**Required action**
Looking at the entries underneath, work out how many lines contain "linejoin". Write only that number.
(Data under study begins)
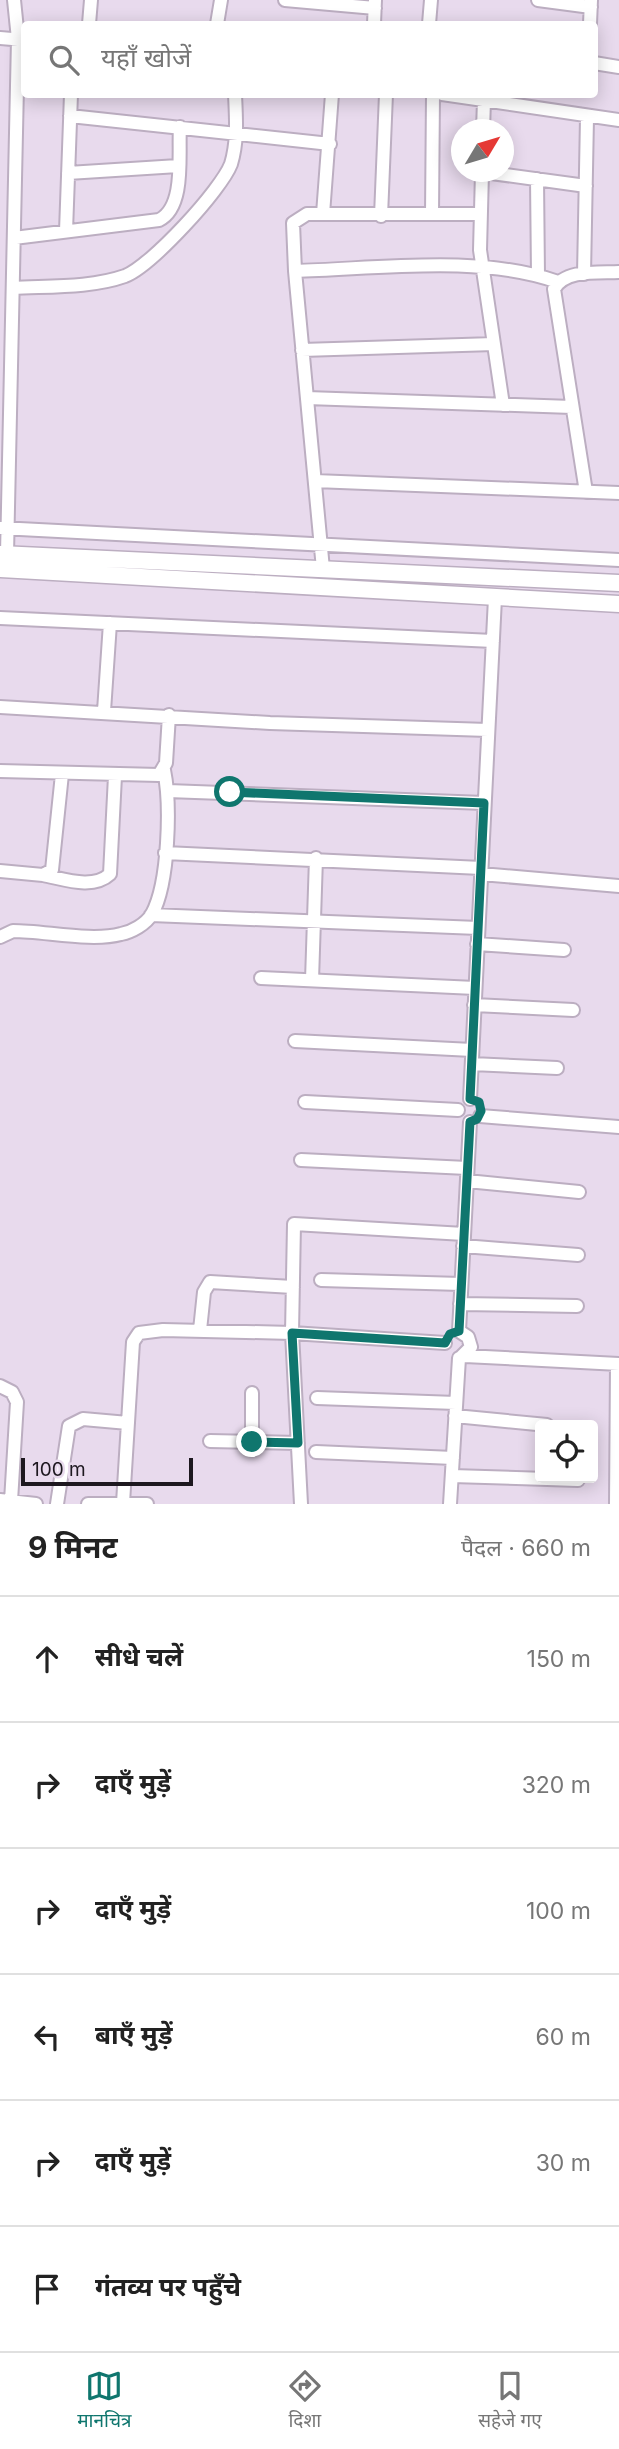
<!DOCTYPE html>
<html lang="hi">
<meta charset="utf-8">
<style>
body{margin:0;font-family:Inter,"Noto Sans Devanagari",sans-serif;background:#f2f2f2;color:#222}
.controls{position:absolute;right:21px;bottom:21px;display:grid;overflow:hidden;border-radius:7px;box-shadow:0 4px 18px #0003}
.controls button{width:63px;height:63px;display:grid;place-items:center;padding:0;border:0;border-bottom:2px solid #e0e0e0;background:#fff;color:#222;font:35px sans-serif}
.compass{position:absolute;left:451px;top:119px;width:63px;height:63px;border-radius:50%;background:#fff;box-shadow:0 4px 18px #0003;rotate:52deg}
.scale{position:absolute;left:21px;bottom:18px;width:172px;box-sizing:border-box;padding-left:7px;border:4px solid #1d181f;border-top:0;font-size:19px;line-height:24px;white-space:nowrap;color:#1d181f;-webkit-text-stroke:5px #e8daed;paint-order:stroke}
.stop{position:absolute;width:21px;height:21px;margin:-16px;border:5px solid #0f766e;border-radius:50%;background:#fff}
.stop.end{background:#0f766e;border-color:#fff;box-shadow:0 2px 7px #0008}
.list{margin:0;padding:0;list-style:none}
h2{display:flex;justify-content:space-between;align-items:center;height:91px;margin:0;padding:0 28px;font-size:30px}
h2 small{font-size:23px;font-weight:400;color:#767676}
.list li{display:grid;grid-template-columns:46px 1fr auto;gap:21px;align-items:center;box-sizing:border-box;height:126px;padding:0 28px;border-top:2px solid #e0e0e0}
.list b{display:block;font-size:26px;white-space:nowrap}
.list em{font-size:23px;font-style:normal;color:#767676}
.icon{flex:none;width:38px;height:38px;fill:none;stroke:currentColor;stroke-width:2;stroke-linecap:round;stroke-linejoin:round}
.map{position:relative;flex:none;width:619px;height:1504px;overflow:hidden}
.search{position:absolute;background:#fff;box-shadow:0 4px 18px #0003;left:21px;right:21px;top:21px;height:77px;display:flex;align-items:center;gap:18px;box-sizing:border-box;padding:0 24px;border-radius:7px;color:#767676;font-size:26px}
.sheet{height:847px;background:#fff}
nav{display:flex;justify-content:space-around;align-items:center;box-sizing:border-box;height:98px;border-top:2px solid #e0e0e0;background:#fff;font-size:19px;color:#767676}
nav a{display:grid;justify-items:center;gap:4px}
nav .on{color:#0f766e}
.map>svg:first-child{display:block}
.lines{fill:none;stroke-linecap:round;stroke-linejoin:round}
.minor-casing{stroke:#bcaec1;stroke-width:16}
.major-casing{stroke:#bcaec1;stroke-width:19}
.minor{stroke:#fff;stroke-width:12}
.major{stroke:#fff;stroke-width:16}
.route{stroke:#0f766e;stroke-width:9}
</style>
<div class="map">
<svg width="619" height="1504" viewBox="0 0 619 1504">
<rect width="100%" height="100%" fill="#e8daed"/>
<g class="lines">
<defs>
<path id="minor" d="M285,0L375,8
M538,0L591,7
M89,24L91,0
M217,24L221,0
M374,24L375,0
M429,24L431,0
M590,24L591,0
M0,38L24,40
M594,63L619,67
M442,94L619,120
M70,116L330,144
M483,130L484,100
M482,172L480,250L503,405
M484,172L586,186
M68,173L178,166
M537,179L538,275
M323,214L332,94
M432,214L433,94
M381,216L386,94
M66,231L71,94
M14,238L159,220C186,207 178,153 180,127
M295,271C377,269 479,254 558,282
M584,274L587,118
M13,288C49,286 91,288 125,276C151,266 221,190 231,164C238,141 236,118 235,94
M302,350L494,344
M307,398L572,407
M315,481L619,493
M586,492L554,289C565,269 598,273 619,272
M0,528L619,560
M7,554L18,39L14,0
M323,569L295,271L293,223L307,214H480
M0,618L493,641
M0,707L270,723L488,730
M104,711L110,623
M0,771L159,775L166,763L169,715
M168,791L484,803
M165,853L481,868
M0,871L43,875L52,870L62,774
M481,874L619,886
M43,875C64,879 93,890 110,874L115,776
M151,915L478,928
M0,937L13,931C45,931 91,942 121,934C132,932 146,924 152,914C169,883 171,804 164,770
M477,944L564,950
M261,978L475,988
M312,980L316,858
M474,1005L573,1010
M295,1041L472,1050
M472,1064L557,1068
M470,1099L495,598
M305,1102L458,1110
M480,1116L619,1127
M301,1160L467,1168
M467,1181L579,1192
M463,1246L578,1255
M321,1280L461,1284
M460,1304L577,1306
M200,1330L204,1292L210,1282L293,1287
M459,1331L470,1122
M459,1331L468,1337L471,1347L460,1358
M465,1356L619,1364
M0,1386L12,1392L17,1402L11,1501
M252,1393V1442
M317,1398L456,1403
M455,1416L547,1425
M210,1441L298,1443
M316,1452L453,1458
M452,1476L578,1480
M0,1500L36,1504
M123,1503L133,1342L139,1333L163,1330L292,1333L445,1343
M57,1504L69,1426L83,1419L128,1423
M88,1504H147
M301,1504L292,1333L294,1224L464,1234
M450,1504L459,1358
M616,1504L617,1364"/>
<path id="major" d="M0,554L619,583
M0,569L619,604"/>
</defs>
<!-- minor casing -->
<use href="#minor" class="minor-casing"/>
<!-- major casing -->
<use href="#major" class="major-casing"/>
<!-- minor -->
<use href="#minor" class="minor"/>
<!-- major -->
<use href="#major" class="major"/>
</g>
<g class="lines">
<!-- route -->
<path class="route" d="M230,792L484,803L470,1099L479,1102L481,1111L477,1119L470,1122L459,1331L450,1334L445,1343L292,1333L298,1443L252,1442"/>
</g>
</svg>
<div class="controls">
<button><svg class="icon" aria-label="locate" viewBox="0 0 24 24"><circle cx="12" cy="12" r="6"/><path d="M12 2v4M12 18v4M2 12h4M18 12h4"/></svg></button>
</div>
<svg class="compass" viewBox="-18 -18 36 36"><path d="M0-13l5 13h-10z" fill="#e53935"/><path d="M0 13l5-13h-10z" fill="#767676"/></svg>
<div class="scale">100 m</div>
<div class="stop" style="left:230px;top:792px"></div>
<div class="stop end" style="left:252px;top:1442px"></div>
<div class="search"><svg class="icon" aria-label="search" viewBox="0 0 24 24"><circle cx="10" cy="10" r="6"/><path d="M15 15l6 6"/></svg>यहाँ खोजें</div>
</div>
<section class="sheet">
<h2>9 मिनट<small>पैदल · 660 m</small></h2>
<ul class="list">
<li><svg class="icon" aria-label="ahead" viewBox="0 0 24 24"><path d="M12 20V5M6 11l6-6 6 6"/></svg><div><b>सीधे चलें</b></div><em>150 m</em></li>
<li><svg class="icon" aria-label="right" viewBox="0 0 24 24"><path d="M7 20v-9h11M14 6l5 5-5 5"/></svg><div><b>दाएँ मुड़ें</b></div><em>320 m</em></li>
<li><svg class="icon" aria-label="right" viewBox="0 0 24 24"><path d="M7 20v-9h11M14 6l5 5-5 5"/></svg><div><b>दाएँ मुड़ें</b></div><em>100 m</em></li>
<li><svg class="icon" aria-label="left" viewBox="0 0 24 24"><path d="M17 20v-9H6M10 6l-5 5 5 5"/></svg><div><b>बाएँ मुड़ें</b></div><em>60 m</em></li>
<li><svg class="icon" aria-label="right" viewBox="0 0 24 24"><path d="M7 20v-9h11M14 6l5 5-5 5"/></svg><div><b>दाएँ मुड़ें</b></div><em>30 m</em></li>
<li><svg class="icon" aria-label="arrive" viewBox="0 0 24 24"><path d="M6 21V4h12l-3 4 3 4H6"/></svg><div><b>गंतव्य पर पहुँचे</b></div></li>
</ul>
</section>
<nav>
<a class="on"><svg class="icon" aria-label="map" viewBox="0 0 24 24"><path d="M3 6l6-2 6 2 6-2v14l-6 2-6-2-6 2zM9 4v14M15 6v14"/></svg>मानचित्र</a>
<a><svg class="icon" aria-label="directions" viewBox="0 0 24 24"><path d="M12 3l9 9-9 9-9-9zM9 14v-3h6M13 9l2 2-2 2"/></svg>दिशा</a>
<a><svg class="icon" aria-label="saved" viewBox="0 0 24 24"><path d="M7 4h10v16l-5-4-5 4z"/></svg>सहेजे गए</a>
</nav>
(Data under study ends)
**Written answer**
2